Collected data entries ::
+===+
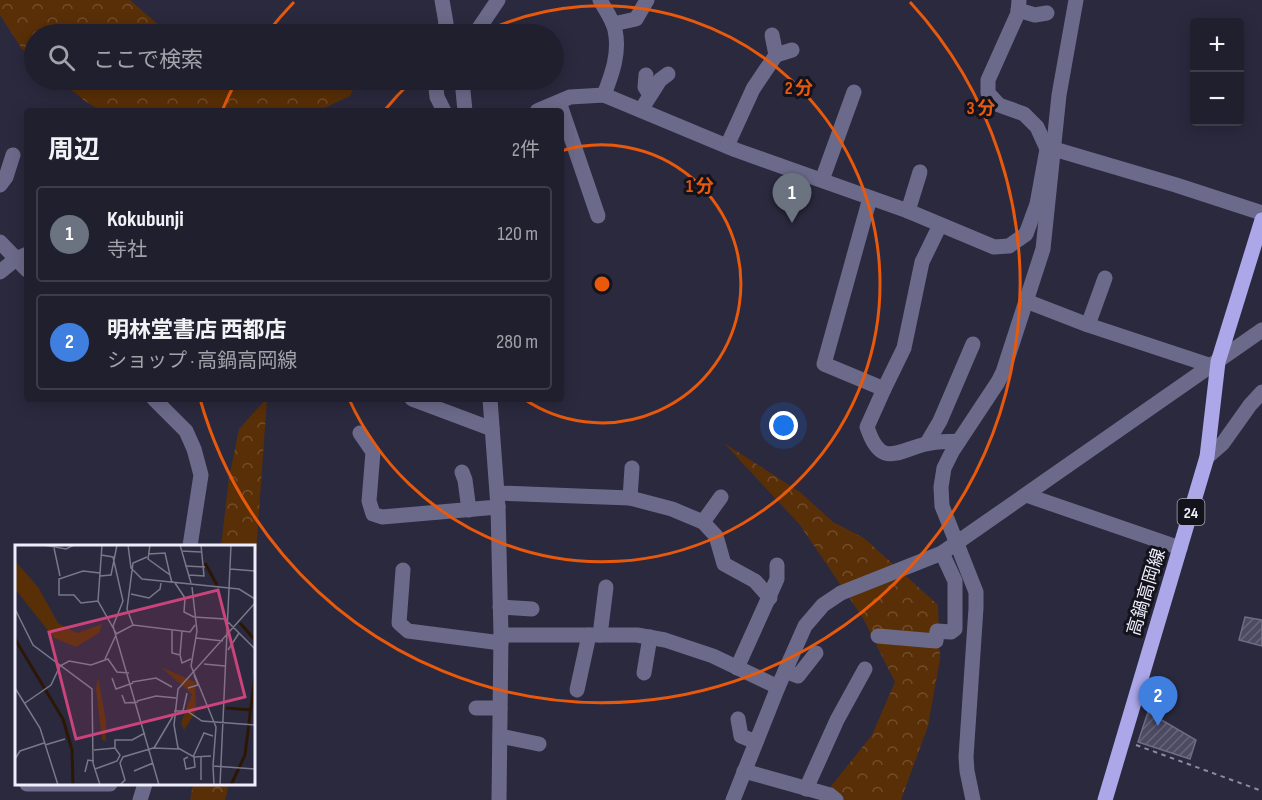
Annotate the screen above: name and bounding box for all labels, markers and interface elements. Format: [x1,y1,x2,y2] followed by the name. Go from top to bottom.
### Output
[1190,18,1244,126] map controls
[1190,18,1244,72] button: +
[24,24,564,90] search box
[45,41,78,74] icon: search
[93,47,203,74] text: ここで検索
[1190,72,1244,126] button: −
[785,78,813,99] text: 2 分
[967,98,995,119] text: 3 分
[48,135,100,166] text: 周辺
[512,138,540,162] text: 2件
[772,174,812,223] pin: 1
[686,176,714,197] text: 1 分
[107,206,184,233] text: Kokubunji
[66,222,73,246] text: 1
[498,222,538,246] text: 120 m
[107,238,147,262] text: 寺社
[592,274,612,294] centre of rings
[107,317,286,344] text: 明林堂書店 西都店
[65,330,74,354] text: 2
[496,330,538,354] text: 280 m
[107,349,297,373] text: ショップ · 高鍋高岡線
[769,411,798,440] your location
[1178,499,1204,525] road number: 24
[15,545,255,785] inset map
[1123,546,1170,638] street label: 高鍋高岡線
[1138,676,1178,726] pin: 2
+===+
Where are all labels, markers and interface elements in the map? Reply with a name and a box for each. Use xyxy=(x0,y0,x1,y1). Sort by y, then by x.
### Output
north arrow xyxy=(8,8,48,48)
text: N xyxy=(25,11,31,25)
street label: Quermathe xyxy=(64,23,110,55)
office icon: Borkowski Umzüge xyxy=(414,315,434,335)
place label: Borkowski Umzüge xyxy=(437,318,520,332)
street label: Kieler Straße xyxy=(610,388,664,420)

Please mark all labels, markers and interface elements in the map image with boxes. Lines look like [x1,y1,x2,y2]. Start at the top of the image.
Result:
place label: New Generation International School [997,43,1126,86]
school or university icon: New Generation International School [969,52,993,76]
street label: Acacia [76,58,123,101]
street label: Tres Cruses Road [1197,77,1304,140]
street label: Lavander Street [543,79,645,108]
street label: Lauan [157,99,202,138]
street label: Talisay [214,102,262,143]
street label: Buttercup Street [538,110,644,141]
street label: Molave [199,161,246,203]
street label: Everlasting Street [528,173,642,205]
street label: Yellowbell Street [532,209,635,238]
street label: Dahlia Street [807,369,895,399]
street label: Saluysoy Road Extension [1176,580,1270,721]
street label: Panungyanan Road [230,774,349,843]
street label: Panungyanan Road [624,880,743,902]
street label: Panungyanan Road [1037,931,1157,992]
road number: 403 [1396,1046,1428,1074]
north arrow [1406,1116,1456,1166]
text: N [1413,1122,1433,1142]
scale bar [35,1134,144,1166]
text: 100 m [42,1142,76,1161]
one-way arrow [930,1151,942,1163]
+===+
Going through the entries, return every line holding the word "with".

Where are all labels, markers and interface elements in the map? Reply with a name and a box for each. Use xyxy=(x0,y0,x1,y1). Sort by y, then by x.
Please mark all labels, markers and interface elements in the map image with boxes. Lines look like [x1,y1,x2,y2]. Start at the top of the image.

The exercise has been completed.